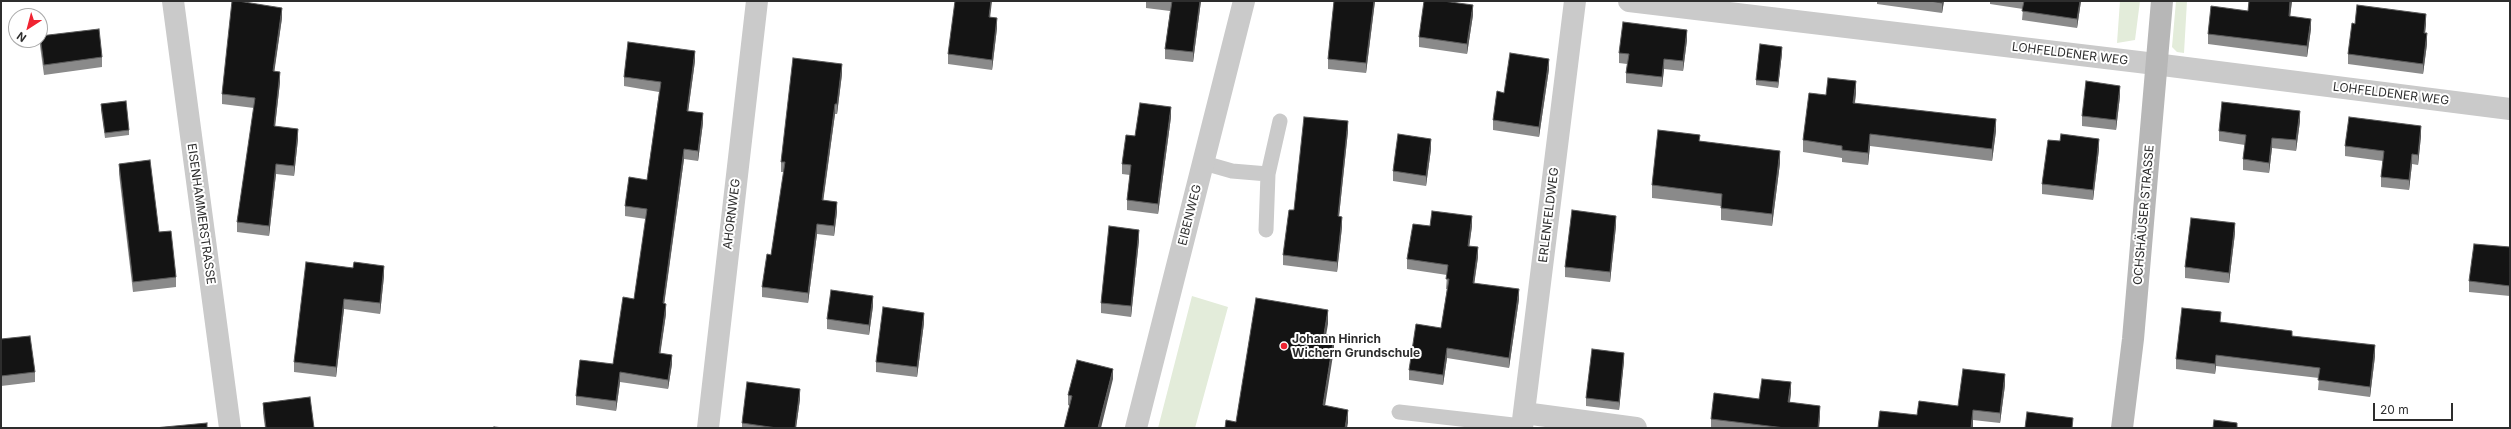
<!DOCTYPE html>
<html>
<head>
<meta charset="utf-8">
<style>
  body { margin:0 }
  #map { position:relative; width:2511px; height:429px; overflow:hidden; background:#fff; font-family:Inter,sans-serif }
  canvas { display:block }
  .frame { position:absolute; inset:0; border:2px solid #2d2d2d; pointer-events:none }
  .north { position:absolute; left:8px; top:8px; width:40px; height:40px; box-sizing:border-box; background:#fff; border:1px solid #ababab; border-radius:50%; rotate:216deg; font-size:11px; font-weight:700; line-height:16px; text-align:center; color:#2d2d2d }
  .north::after { content:''; display:block; margin:auto; width:14px; height:18px; background:#f02432; clip-path:polygon(50% 0,100% 100%,50% 72%,0 100%) }
  .scale { position:absolute; left:2373px; top:403px; width:80px; height:18px; box-sizing:border-box; border:2px solid #2d2d2d; border-top:0; padding-left:5px; font-size:12px; line-height:14px; white-space:nowrap; color:#2d2d2d; -webkit-text-stroke:3px #fff; paint-order:stroke }
</style>
</head>
<body>
<div id="map">
<canvas width="2511" height="429"></canvas>
<div class="frame"></div>
<div class="north">N</div>
<div class="scale">20 m</div>
</div>
<script>
const c = document.querySelector('canvas').getContext('2d');
c.lineJoin = 'round';
function fill(path, color) { c.fillStyle = color; c.fill(path, 'evenodd'); }
const toPath = rows => new Path2D(rows.map(r => 'M' + r).join(''));
function stroke(path, color, width, dash) { c.strokeStyle = color; c.lineWidth = width; c.lineCap = dash ? 'butt' : 'round'; c.setLineDash(dash || []); c.stroke(path); }
function drawText(font, color, halo, rows, align = 'center') {
  c.font = font + ' Inter,sans-serif'; c.lineWidth = 4; c.setLineDash([]); c.textBaseline = 'middle'; c.strokeStyle = halo; c.fillStyle = color; for (const [text, x, y, turn = 0] of rows) {
    c.save(); c.translate(x, y); c.rotate((+turn || 0) * Math.PI / 180); c.textAlign = isNaN(turn) ? turn : align; if (halo) c.strokeText(text, 0, 0); c.fillText(text, 0, 0); c.restore();
  }
}
fill(toPath([
  [2120,1,2140,1,2135,40,2117,43],
  [2176,1,2187,1,2184,53,2177,52,2172,47],
  [1192,296,1228,307,1195,428,1158,428]
]), '#e3ecda');
stroke(toPath([
  [1204,163,1232,171,1268,174,1280,121],
  [1266,230,1268,174],
  [1399,412,1522,426]
]), '#cacaca', 15);
stroke(toPath([
  [173,1,230,428],
  [1629,1,2139,62,2510,109],
  [1524,413,1636,428],
  [708,428,757,1],
  [1136,428,1244,1],
  [1522,428,1575,1]
]), '#cacaca', 22);
stroke(toPath([
  [2122,428,2133,339,2162,1]
]), '#b7b7b7', 22);
fill(toPath([
  [1146,1,1201,1,1193,62,1165,59,1165,49,1170,11,1146,8],
  [1334,1,1375,1,1366,73,1328,69,1328,59],
  [1877,1,1944,1,1942,13,1877,4],
  [1990,1,2081,1,2077,28,2022,20,2023,9,1990,4],
  [2249,1,2292,1,2290,16,2311,29,2307,57,2208,44,2208,34,2248,11],
  [1473,15,1467,54,1419,47,1419,37],
  [990,17,997,28,992,70,948,64,948,54],
  [282,18,274,71,280,82,275,126,298,139,294,176,276,174,269,236,237,232,237,222,254,108,222,104,222,94],
  [2355,24,2426,24,2425,33,2427,44,2423,74,2348,64,2348,54],
  [40,36,102,57,102,67,44,75,40,46],
  [1687,40,1683,71,1664,69,1662,87,1626,83,1626,73,1627,64,1619,63,1619,53],
  [1782,53,1778,88,1756,85,1756,80],
  [695,61,688,111,703,123,698,161,684,159,664,303,666,314,660,353,672,364,668,389,620,382,616,411,576,405,576,396,613,364,634,299,646,219,625,216,625,206,647,180,659,92,624,86,624,77],
  [1549,69,1539,137,1493,130,1493,120,1504,93],
  [842,74,837,114,835,114,823,200,837,212,834,236,817,234,808,303,762,297,762,287,771,255,784,172,781,172,781,162],
  [1856,93,1855,103,1996,131,1992,161,1870,146,1868,165,1842,162,1842,158,1803,152,1803,140,1826,95],
  [2120,96,2116,130,2082,126,2082,116],
  [101,104,129,130,129,135,105,138,101,110],
  [1171,117,1158,214,1127,210,1127,200,1130,175,1122,174,1122,164],
  [2300,121,2296,151,2272,148,2269,173,2243,170,2243,159,2245,145,2219,141,2219,131],
  [1348,131,1339,216,1342,227,1337,272,1283,265,1283,255,1294,210],
  [2421,136,2418,165,2412,164,2409,190,2381,187,2381,177,2383,161,2345,156,2345,146],
  [1700,141,1780,163,1772,226,1721,220,1721,206,1652,198,1652,185],
  [1431,149,1426,186,1393,181,1393,171],
  [2099,149,2093,200,2042,194,2042,184],
  [119,164,159,232,176,277,176,287,133,292,119,174],
  [1430,226,1472,226,1469,246,1478,257,1474,283,1519,299,1509,368,1447,358,1443,385,1409,380,1409,370,1441,328,1447,289,1446,289,1447,275,1407,269,1407,259],
  [1616,226,1610,282,1565,277,1565,267],
  [2235,233,2229,283,2185,278,2185,267],
  [1139,240,1131,317,1101,313,1101,303],
  [2510,247,2510,296,2469,292,2469,281],
  [353,268,384,276,380,314,344,309,336,377,294,372,294,362],
  [873,306,869,335,827,329,827,319],
  [2221,322,2292,336,2375,356,2370,397,2318,390,2319,378,2216,366,2215,374,2176,369,2176,359],
  [924,323,917,377,876,372,876,362],
  [1,339,35,372,35,382,1,386],
  [1624,361,1619,410,1586,406,1586,398],
  [1113,379,1070,406,1068,405,1068,395],
  [2005,385,2000,423,1973,420,1973,428,1878,428,1917,415,1958,406],
  [1791,393,1790,402,1820,416,1819,428,1711,428,1711,419,1759,399],
  [800,399,796,428,742,428,742,423],
  [263,403,314,428,265,428,263,413]
]), '#8a8a8a');
fill(toPath([
  [991,1,992,1,989,27,989,17],
  [1200,1,1201,1,1193,62,1193,52],
  [1374,1,1375,1,1366,73,1366,63],
  [1942,1,1944,1,1942,13],
  [2080,1,2081,1,2077,28,2077,19],
  [2290,1,2292,1,2289,26,2289,16],
  [1473,5,1473,15,1467,54,1467,44],
  [282,8,282,18,273,81,273,71],
  [2426,14,2426,24,2424,43,2424,33],
  [997,18,997,28,992,70,992,60],
  [2311,19,2311,29,2307,57,2307,46],
  [1687,30,1687,40,1683,71,1683,61],
  [2427,33,2427,44,2423,74,2423,64],
  [1782,47,1782,53,1778,88,1778,82],
  [695,51,695,61,687,120,687,111],
  [1549,59,1549,69,1539,137,1539,127],
  [1664,59,1664,69,1662,87,1662,77],
  [842,64,842,74,837,114,837,104],
  [280,72,280,82,274,136,274,126],
  [1856,81,1856,93,1853,115,1853,103],
  [2120,86,2120,96,2116,130,2116,120],
  [835,104,835,114,822,210,822,200],
  [1171,107,1171,117,1158,214,1158,204],
  [2300,111,2300,121,2296,151,2296,140],
  [703,113,703,123,698,161,698,151],
  [1996,119,1996,131,1992,161,1992,149],
  [1348,121,1348,131,1338,226,1338,216],
  [2421,126,2421,136,2418,165,2418,155],
  [298,129,298,139,294,176,294,166],
  [1870,134,1870,146,1868,165,1868,153],
  [2272,138,2272,148,2269,173,2269,163],
  [1431,139,1431,149,1426,186,1426,176],
  [2099,139,2099,149,2093,200,2093,190],
  [684,149,684,159,663,313,663,303],
  [1780,151,1780,163,1772,226,1772,214],
  [2412,154,2412,164,2409,190,2409,180],
  [276,164,276,174,269,236,269,226],
  [837,202,837,212,834,236,834,226],
  [1472,216,1472,226,1468,256,1468,246],
  [1616,216,1616,226,1610,282,1610,272],
  [1342,217,1342,227,1337,272,1337,262],
  [2235,223,2235,233,2229,283,2229,273],
  [817,224,817,234,808,303,808,293],
  [1139,230,1139,240,1131,317,1131,306],
  [1478,247,1478,257,1473,293,1473,283],
  [384,266,384,276,380,314,380,303],
  [1519,289,1519,299,1509,368,1509,358],
  [873,296,873,306,869,335,869,325],
  [344,299,344,309,336,377,336,367],
  [666,304,666,314,659,363,659,353],
  [1328,310,1328,324,1324,347,1324,334],
  [924,313,924,323,917,377,917,367],
  [1334,336,1334,349,1323,419,1323,405],
  [2375,345,2375,356,2370,397,2370,387],
  [1447,348,1447,358,1443,385,1443,375],
  [1624,353,1624,361,1619,410,1619,402],
  [672,355,672,364,668,389,668,380],
  [2216,355,2216,366,2215,374,2215,364],
  [1113,369,1113,379,1101,428,1098,428],
  [620,372,620,382,616,411,616,401],
  [2005,374,2005,385,2000,423,2000,413],
  [1791,382,1791,393,1788,412,1788,402],
  [800,389,800,399,796,428,795,428],
  [1820,406,1820,416,1819,428,1818,428],
  [1348,410,1348,423,1347,428,1345,428],
  [1973,410,1973,428,1971,428]
]), '#5a5a5a');
const building = toPath([
  [232,1,238,1,282,8,273,71,280,72,274,126,298,129,294,166,276,164,269,226,237,222,255,98,222,94,232,1],
  [955,1,991,1,989,17,997,18,992,60,948,54,955,1],
  [1170,1,1200,1,1193,52,1165,49,1172,1,1170,1],
  [1334,1,1374,1,1366,63,1328,59,1334,1],
  [1424,1,1443,1,1473,5,1467,44,1419,37,1424,1],
  [1930,1,1942,1,1942,3,1930,1],
  [2024,1,2080,1,2077,19,2022,11,2024,1],
  [2249,1,2290,1,2289,16,2311,19,2307,46,2208,34,2211,6,2248,11,2249,1],
  [2357,5,2426,14,2424,33,2427,33,2423,64,2348,54,2352,23,2355,24,2357,5],
  [1623,22,1687,30,1683,61,1664,59,1662,77,1626,73,1629,54,1619,53,1623,22],
  [99,29,102,57,44,65,40,36,99,29],
  [628,42,695,51,687,111,703,113,698,151,684,149,663,303,666,304,659,353,672,355,668,380,620,372,616,401,576,396,580,360,613,364,623,297,634,299,647,209,625,206,629,177,647,180,661,82,624,77,628,42],
  [1760,44,1782,47,1778,82,1756,80,1760,44],
  [1510,53,1549,59,1539,127,1493,120,1497,91,1504,93,1510,53],
  [793,58,842,64,837,104,835,104,822,200,837,202,834,226,817,224,808,293,762,287,767,254,771,255,785,162,781,162,793,58],
  [1828,78,1856,81,1853,103,1996,119,1992,149,1870,134,1868,153,1842,150,1842,146,1803,140,1809,93,1826,95,1828,78],
  [2086,81,2120,86,2116,120,2082,116,2086,81],
  [126,101,129,130,105,133,101,104,126,101],
  [2222,102,2300,111,2296,140,2272,138,2269,163,2243,159,2246,135,2219,131,2222,102],
  [1140,103,1171,107,1158,204,1127,200,1131,165,1122,164,1126,135,1135,136,1140,103],
  [1304,117,1348,121,1338,216,1342,217,1337,262,1283,255,1289,210,1294,210,1304,117],
  [2349,117,2421,126,2418,155,2412,154,2409,180,2381,177,2384,151,2345,146,2349,117],
  [1658,130,1700,135,1699,141,1780,151,1772,214,1721,208,1722,194,1652,185,1658,130],
  [1398,134,1431,139,1426,176,1393,171,1398,134],
  [2061,134,2099,139,2093,190,2042,184,2048,140,2060,141,2061,134],
  [150,160,159,232,171,231,176,277,133,282,119,164,150,160],
  [1572,210,1616,216,1610,272,1565,267,1572,210],
  [1432,211,1472,216,1468,246,1478,247,1473,283,1519,289,1509,358,1447,348,1443,375,1409,370,1416,324,1441,328,1449,279,1446,279,1448,265,1407,259,1413,224,1430,226,1432,211],
  [2191,218,2235,223,2229,273,2185,267,2191,218],
  [1109,226,1139,230,1131,306,1101,303,1109,226],
  [2474,244,2510,247,2510,286,2469,281,2474,244],
  [306,262,353,268,354,262,384,266,380,303,344,299,336,367,294,362,306,262],
  [831,290,873,296,869,325,827,319,831,290],
  [1256,298,1328,310,1324,334,1334,336,1323,405,1348,410,1345,428,1225,428,1226,420,1236,422,1256,298],
  [883,307,924,313,917,367,876,362,883,307],
  [2182,308,2221,312,2220,322,2292,331,2292,336,2375,345,2370,387,2318,380,2320,368,2216,355,2215,364,2176,359,2182,308],
  [30,336,35,372,1,376,1,339,30,336],
  [1592,349,1624,353,1619,402,1586,398,1592,349],
  [1077,360,1113,369,1098,428,1064,428,1072,396,1068,395,1077,360],
  [1963,369,2005,374,2000,413,1973,410,1971,428,1878,428,1880,411,1917,415,1919,401,1958,406,1963,369],
  [1762,379,1791,382,1788,402,1820,406,1818,428,1785,428,1711,419,1714,393,1759,399,1762,379],
  [747,382,800,389,795,428,777,428,742,423,747,382],
  [310,397,314,428,266,428,263,403,310,397],
  [2027,412,2073,418,2072,428,2025,428,2027,412],
  [2214,420,2237,423,2237,428,2213,428,2214,420],
  [207,423,207,428,154,428,207,423],
  [494,427,504,428,494,428,494,427]
]);
fill(building, '#141414');
stroke(building, '#5a5a5a', 1);
for (const [x, y, r, color] of [
  [1284,346,4,"#f02432"]
]) { const dot = new Path2D(); dot.arc(x, y, r, 0, 2 * Math.PI); c.fillStyle = color; c.fill(dot); stroke(dot, '#fff', 1.5); }
drawText('12px', '#2d2d2d', '#fff', [
  ["LOHFELDENER WEG",2070,54,7],
  ["LOHFELDENER WEG",2391,94,7],
  ["EISENHAMMERSTRASSE",201,214,82],
  ["AHORNWEG",732,214,-83],
  ["EIBENWEG",1190,215,-76],
  ["ERLENFELDWEG",1549,215,-83],
  ["OCHSHÄUSER STRASSE",2144,215,-85]
]);
drawText('bold 12px', '#2d2d2d', '#fff', [
  ["Johann Hinrich",1292,339],
  ["Wichern Grundschule",1292,353]
], 'left');
</script>
</body>
</html>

Try it.
Please report every line of the listing that contains the string "color".

Exercise response.
  .north { position:absolute; left:8px; top:8px; width:40px; height:40px; box-sizing:border-box; background:#fff; border:1px solid #ababab; border-radius:50%; rotate:216deg; font-size:11px; font-weight:700; line-height:16px; text-align:center; color:#2d2d2d }
  .scale { position:absolute; left:2373px; top:403px; width:80px; height:18px; box-sizing:border-box; border:2px solid #2d2d2d; border-top:0; padding-left:5px; font-size:12px; line-height:14px; white-space:nowrap; color:#2d2d2d; -webkit-text-stroke:3px #fff; paint-order:stroke }
function fill(path, color) { c.fillStyle = color; c.fill(path, 'evenodd'); }
function stroke(path, color, width, dash) { c.strokeStyle = color; c.lineWidth = width; c.lineCap = dash ? 'butt' : 'round'; c.setLineDash(dash || []); c.stroke(path); }
function drawText(font, color, halo, rows, align = 'center') {
  c.font = font + ' Inter,sans-serif'; c.lineWidth = 4; c.setLineDash([]); c.textBaseline = 'middle'; c.strokeStyle = halo; c.fillStyle = color; for (const [text, x, y, turn = 0] of rows) {
for (const [x, y, r, color] of [
]) { const dot = new Path2D(); dot.arc(x, y, r, 0, 2 * Math.PI); c.fillStyle = color; c.fill(dot); stroke(dot, '#fff', 1.5); }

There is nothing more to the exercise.